3  Forecasts and Simulations

3.1  The Middle Atlantic Bight Shelf-Slope Front

The frontal boundary between colder, fresher shelf waters and warmer, saltier slope waters off the northeast coast of the United States, although partially density compensated, supports a frontal jet which exhibits vigorous submesoscale meandering and eddying variabilities. The dynamics of this frontal system, which is not yet well understood, is of interest not only in its own right, but also because the associated variabilities give rise to shelf-slope exchange processes for heat, nutrients, etc. The determination of the qualitative and quantitative characteristics of these exchange processes are important topics in research on deep sea/coastal ocean interactions. Dynamical studies via both idealized process studies and data driven simulations have been carried out [Sloan, 1996] and nowcasting, forecasting and simulations of coupled physical and acoustical fields is currently in progress [Robinson et al., 1997a].

For initialization of the shelf-slope front a temperature and salinity based feature model was constructed which, under appropriate parameters, develops within a few days realistic variabilities. Shelf-slope interactions have been studied both in the absence and presence of warm core rings of Gulf Stream origin. Data sets assimilated were from the extensive synoptic hydrographic surveys with nominal 25km sampling of the MARMAP project [Mountain and Holzworth, 1989] and the very high resolution hydrographic data taken from the RV Bear in 1958 in a one degree square centered at 39.5° N latitude and 70.5° W longitude. Fig. 3a shows an initialization field consisting of a feature model shelf break front and a feature model ring embedded into shelf MARMAP climatology and a uniformly stratified slope. MARMAP synoptic data from May, 1984 is assimilated into the initialization of the 30-day long simulation. A two-way nested inner grid of 3 km resolution is embedded in the larger regional domain of 9 km resolution.

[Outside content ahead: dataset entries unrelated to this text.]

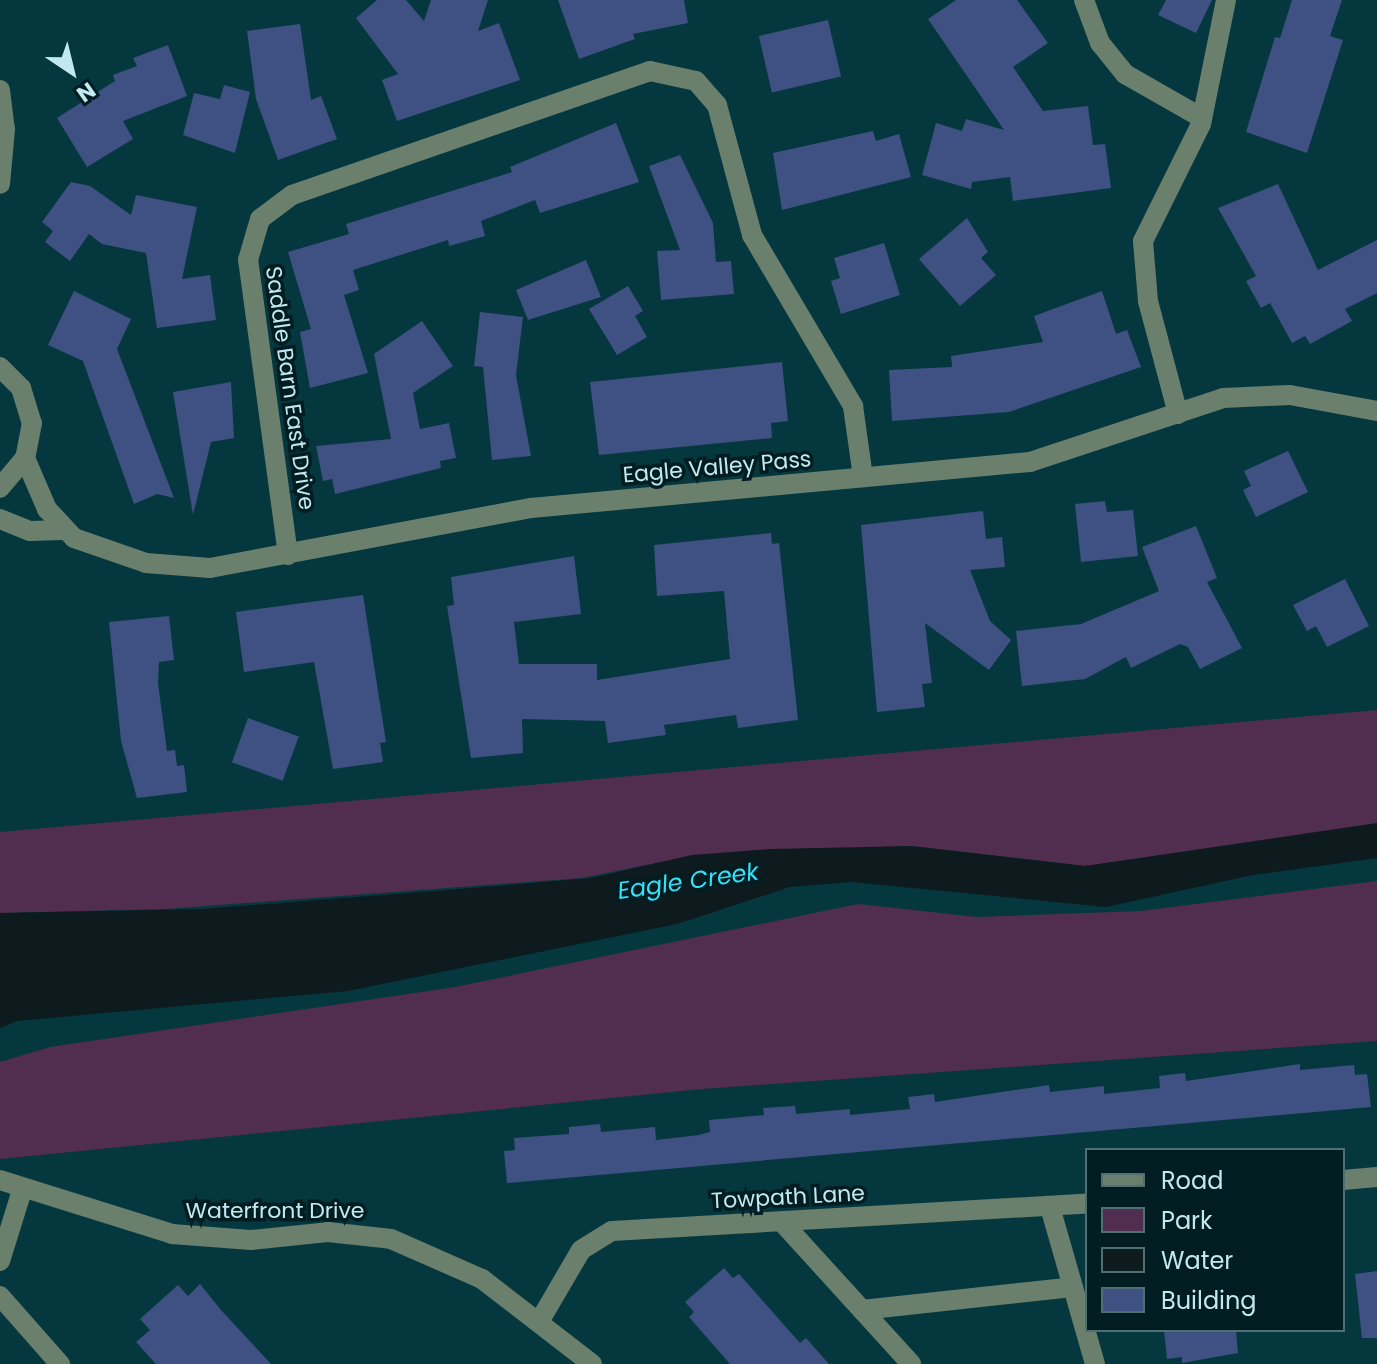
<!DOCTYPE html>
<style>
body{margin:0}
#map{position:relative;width:1377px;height:1364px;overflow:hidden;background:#05373e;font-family:Poppins,sans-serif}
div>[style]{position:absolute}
.green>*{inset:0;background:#512d4f}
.water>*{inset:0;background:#0d1b1e}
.building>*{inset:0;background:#3f5082;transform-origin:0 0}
.minor>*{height:20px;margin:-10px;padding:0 10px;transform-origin:10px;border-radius:10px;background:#6a7f6c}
span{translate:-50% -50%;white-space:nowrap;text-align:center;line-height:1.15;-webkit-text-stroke:7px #021d21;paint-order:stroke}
.street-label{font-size:22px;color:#c1e9ef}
.water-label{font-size:24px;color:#39dff5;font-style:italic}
.legend{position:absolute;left:1085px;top:1148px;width:260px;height:184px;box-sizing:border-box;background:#021d21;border:2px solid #4e6f73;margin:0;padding:10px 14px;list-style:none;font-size:24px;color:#c1e9ef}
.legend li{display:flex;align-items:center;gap:16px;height:40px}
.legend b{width:40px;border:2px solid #4e6f73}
.north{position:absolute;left:32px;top:32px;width:80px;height:80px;-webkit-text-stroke:6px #021d21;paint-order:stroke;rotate:145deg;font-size:22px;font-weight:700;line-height:32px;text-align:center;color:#c1e9ef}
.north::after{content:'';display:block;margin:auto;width:28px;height:36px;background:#c1e9ef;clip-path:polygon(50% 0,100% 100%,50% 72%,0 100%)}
</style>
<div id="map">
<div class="green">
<div style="clip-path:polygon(1377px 710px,1377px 828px,1085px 866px,911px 846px,671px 860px,582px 878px,165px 909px,0 913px,0 832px)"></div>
<div style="clip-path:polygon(1377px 881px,1377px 1041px,702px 1089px,0 1159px,0 1062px,50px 1047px,455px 987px,858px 904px,977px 917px,1141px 911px)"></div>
</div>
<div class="water">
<div style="clip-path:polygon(1377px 823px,1377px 858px,1253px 875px,1106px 907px,851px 882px,790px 887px,677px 924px,348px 991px,17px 1021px,0 1028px,0 913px,202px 909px,447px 890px,591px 878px,692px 855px,771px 849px,911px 846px,1085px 866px)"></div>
</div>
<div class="building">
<div style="clip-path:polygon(377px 0,406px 0,424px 21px,431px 0,488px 0,478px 31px,499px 23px,520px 80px,397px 121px,382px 80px,398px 74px,356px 18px)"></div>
<div style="clip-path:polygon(558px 0,684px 0,688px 23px,633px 34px,635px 39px,579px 59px)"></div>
<div style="clip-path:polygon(956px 0,1017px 0,1048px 43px,1013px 67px,1043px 111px,1088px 106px,1093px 145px,1105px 144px,1111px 188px,1013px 201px,1010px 177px,972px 182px,971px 189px,922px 175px,936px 123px,962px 131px,966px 119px,1004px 130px,928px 19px)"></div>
<div style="clip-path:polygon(1166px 0,1212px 0,1196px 33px,1158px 15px)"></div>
<div style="clip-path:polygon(1292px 0,1342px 0,1330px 36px,1343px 40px,1307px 153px,1246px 132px,1275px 37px,1280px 38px)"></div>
<div style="left:828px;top:20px;width:58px;height:71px;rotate:77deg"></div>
<div style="clip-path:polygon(300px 24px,311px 100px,321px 96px,337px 139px,278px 160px,256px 99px,247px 31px)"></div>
<div style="clip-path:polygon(168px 45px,187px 96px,123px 121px,133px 139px,87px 167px,57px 118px,115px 81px,113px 75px,137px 66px,133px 58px)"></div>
<div style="clip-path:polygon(224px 85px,250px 92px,235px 153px,183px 135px,194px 93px,220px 99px)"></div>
<div style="clip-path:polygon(616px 123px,639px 182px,540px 213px,535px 200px,481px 221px,485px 236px,449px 246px,448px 240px,353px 270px,359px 290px,344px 295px,368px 373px,310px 388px,300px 332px,311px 329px,288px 252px,349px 234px,346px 224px,512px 172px,510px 167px)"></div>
<div style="clip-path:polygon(873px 131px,876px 141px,899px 134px,911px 177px,782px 210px,773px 153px)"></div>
<div style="clip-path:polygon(680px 155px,713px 223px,716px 262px,731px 261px,734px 294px,661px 300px,657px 251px,680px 250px,649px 166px)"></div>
<div style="clip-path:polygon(71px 182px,90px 186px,131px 215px,136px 195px,197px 207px,182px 279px,210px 275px,216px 320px,157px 328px,146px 253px,102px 244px,89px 234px,70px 261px,45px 242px,53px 231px,42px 222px)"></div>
<div style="clip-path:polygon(1278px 184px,1318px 270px,1377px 240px,1377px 293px,1345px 309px,1352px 321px,1310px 344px,1305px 336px,1292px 343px,1270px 303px,1261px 308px,1246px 281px,1256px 276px,1218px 208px)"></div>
<div style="clip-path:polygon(967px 218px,988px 252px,981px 258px,996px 275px,960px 306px,919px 259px)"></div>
<div style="clip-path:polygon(884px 243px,900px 295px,841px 314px,831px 281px,840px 278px,834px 258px)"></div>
<div style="clip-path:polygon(586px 260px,601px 297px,528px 320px,516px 290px)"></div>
<div style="clip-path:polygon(628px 286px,643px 311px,635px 316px,647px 337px,617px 355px,589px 309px)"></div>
<div style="clip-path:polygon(74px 291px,131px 319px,117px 349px,174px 498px,157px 494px,134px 504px,83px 361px,48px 345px)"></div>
<div style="clip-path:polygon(1102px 291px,1116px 334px,1127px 330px,1141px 367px,1009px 412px,892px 421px,889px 370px,952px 367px,951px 356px,1043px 342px,1034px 316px)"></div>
<div style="clip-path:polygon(480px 312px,523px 317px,516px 375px,531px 456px,492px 460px,483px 367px,474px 366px)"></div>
<div style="clip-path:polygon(422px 321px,453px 366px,413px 393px,420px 429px,449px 423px,456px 458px,440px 461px,441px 468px,335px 494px,332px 479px,323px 481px,316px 446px,391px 439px,374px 354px)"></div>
<div style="clip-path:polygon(782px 362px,788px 421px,771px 423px,772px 438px,599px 455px,590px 382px)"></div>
<div style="clip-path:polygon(231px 382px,234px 438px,211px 442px,193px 515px,173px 392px)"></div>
<div style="clip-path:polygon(1288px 451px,1308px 492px,1256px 517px,1243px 490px,1251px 486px,1244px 471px)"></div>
<div style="clip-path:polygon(1105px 501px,1107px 512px,1133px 510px,1138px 556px,1081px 562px,1075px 504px)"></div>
<div style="clip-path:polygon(983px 511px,986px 539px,1002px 537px,1005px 567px,970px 570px,990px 621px,1011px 640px,989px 670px,925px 623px,932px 683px,922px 684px,925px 707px,877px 712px,861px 525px)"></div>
<div style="clip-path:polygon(1196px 526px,1217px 578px,1207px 582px,1242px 648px,1200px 669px,1188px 647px,1180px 644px,1131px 668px,1126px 657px,1085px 679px,1022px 686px,1016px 631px,1081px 624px,1159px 591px,1142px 547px)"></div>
<div style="clip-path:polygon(771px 533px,772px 544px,779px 543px,798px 720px,738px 728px,736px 715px,664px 725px,666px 735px,608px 743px,605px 721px,522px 719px,523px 753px,471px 758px,447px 606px,454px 605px,451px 577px,574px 556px,581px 614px,514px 622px,519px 664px,597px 664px,597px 680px,730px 659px,724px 591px,657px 596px,654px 545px)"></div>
<div style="clip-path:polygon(1345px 579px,1369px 626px,1327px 647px,1316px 626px,1307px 631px,1293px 605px)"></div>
<div style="clip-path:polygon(363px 595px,386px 742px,380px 743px,383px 762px,333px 769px,314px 662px,244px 672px,236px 612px)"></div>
<div style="clip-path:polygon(169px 616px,174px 660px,159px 662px,158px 683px,167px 751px,175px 750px,177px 766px,184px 765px,187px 792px,137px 798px,121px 741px,109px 622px)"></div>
<div style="left:248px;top:718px;width:54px;height:47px;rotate:20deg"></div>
<div style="clip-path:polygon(1300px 1064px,1300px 1070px,1354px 1065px,1355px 1075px,1367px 1074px,1371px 1107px,507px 1183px,504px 1151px,515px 1150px,514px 1138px,569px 1134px,569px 1127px,600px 1124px,601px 1132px,655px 1127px,656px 1140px,699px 1135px,710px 1132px,709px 1120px,764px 1115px,763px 1108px,795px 1106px,796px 1114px,850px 1109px,850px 1115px,910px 1109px,908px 1097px,934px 1094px,935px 1102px,1049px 1085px,1050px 1092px,1104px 1086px,1104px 1094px,1160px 1088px,1159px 1076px,1185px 1073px,1186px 1081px)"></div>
<div style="clip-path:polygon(724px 1268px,733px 1278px,739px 1274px,800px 1343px,806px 1338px,829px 1364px,730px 1364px,689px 1317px,694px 1312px,685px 1302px)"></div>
<div style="clip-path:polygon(1377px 1271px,1377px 1338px,1362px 1338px,1355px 1274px)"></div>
<div style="clip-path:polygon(200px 1284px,221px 1310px,271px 1364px,156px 1364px,136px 1342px,150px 1330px,140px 1319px,178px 1285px,188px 1296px)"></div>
<div style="clip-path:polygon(1164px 1330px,1236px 1330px,1238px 1353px,1182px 1363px,1182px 1357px,1167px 1359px)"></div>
</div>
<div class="minor">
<div style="left:1084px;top:0;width:46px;rotate:69.6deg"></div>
<div style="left:1100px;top:43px;width:40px;rotate:51deg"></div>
<div style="left:1125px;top:74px;width:89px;rotate:29.7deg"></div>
<div style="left:0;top:90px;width:39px;rotate:83deg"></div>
<div style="left:5px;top:129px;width:55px;rotate:95.2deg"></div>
<div style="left:0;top:367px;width:30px;rotate:45deg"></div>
<div style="left:21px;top:388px;width:37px;rotate:73deg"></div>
<div style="left:32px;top:423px;width:36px;rotate:101deg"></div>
<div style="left:25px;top:458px;width:39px;rotate:130deg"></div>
<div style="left:1178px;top:414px;width:117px;rotate:-104.9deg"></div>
<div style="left:1148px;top:301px;width:60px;rotate:-94.8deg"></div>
<div style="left:1143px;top:241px;width:131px;rotate:-63.6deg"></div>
<div style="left:1201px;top:124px;width:126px;rotate:-78.6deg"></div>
<div style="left:25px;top:458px;width:56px;rotate:66.7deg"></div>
<div style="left:47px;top:509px;width:40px;rotate:47deg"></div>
<div style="left:74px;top:538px;width:76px;rotate:19.1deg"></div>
<div style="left:146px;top:563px;width:64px;rotate:4.5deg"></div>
<div style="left:210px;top:568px;width:327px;rotate:-10.6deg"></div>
<div style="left:531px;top:508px;width:501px;rotate:-5.27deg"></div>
<div style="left:1030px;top:462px;width:203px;rotate:-18.3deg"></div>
<div style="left:1223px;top:398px;width:67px;rotate:-2.6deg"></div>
<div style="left:1290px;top:395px;width:88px;rotate:10.4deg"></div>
<div style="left:0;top:519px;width:32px;rotate:22deg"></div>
<div style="left:30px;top:531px;width:32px;rotate:-2deg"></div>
<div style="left:288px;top:555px;width:298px;rotate:-97.7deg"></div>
<div style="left:248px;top:260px;width:43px;rotate:-73.7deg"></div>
<div style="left:260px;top:219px;width:40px;rotate:-37deg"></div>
<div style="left:292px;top:195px;width:379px;rotate:-19.1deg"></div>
<div style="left:650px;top:71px;width:47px;rotate:12.3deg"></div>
<div style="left:696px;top:81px;width:32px;rotate:49deg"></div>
<div style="left:717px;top:105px;width:135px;rotate:74.9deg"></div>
<div style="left:752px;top:235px;width:199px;rotate:59.4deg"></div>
<div style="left:853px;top:406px;width:72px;rotate:82deg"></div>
<div style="left:0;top:1180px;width:180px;rotate:17.4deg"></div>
<div style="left:172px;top:1234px;width:79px;rotate:4.3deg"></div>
<div style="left:251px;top:1240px;width:77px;rotate:-5.9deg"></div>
<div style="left:328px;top:1232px;width:63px;rotate:6.3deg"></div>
<div style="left:391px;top:1239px;width:99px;rotate:23.7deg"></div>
<div style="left:482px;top:1279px;width:139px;rotate:37.7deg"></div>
<div style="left:1343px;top:1180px;width:34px;rotate:-5deg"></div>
<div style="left:1050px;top:1207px;width:163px;rotate:74deg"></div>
<div style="left:782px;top:1222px;width:192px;rotate:47.7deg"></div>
<div style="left:0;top:1261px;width:77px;rotate:-72.7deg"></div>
<div style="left:0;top:1296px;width:91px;rotate:48.6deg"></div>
<div style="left:862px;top:1310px;width:212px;rotate:-6.2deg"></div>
<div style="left:539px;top:1322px;width:83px;rotate:-59.7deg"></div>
<div style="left:581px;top:1250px;width:36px;rotate:-32deg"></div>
<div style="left:612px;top:1231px;width:476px;rotate:-3.3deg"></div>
</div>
<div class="street-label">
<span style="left:290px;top:388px;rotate:82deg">Saddle Barn East Drive</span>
<span style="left:717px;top:467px;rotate:-5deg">Eagle Valley Pass</span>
<span style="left:788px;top:1197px;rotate:-3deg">Towpath Lane</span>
<span style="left:275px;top:1211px">Waterfront Drive</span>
</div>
<div class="water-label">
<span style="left:688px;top:881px;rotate:-8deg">Eagle Creek</span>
</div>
<ul class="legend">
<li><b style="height:10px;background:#6a7f6c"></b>Road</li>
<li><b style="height:22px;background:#512d4f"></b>Park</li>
<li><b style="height:22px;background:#0d1b1e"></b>Water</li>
<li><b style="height:22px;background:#3f5082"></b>Building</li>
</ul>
<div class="north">N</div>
</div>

The simulation on day 24 (Fig. 3b) illustrates an interesting type of far field ring frontal interaction. Two long filaments of shelf water are being drawn out and an isolated shelf water eddy is present. Note that the nest successfully copes with the presence of a partial ring in the fine domain. A four day time series from a similar simulation with no ring but with RV Bear data assimilated is shown on Fig. 4 for the inner domain. Assimilation took place during days 3 and 6. Both shelf and slope waters intrude across the shelf-break and two way exchanges occur. Results of these studies indicate early growth of at least two types of unstable waves followed by spectral saturation at many scales, nonlinear wave steepening and nonlinear transfer to larger scales, events, vortices, and hammerheads. The front has been observed to reestablish itself from a turbulent variability field over steep topography.




Figure 3
Figure 4
Figure 3. Dynamical simulation using feature models, MARMAP climatology and MARMAP synoptic (May 1984) data; a) initialization fields, b) day 24 of the simulation.
Figure 4. As for 3, but with the assimilation of RV Bear data on days 3 and 6 of the simulation; a) day 3, b) day 4, c) day 5, d) day 6).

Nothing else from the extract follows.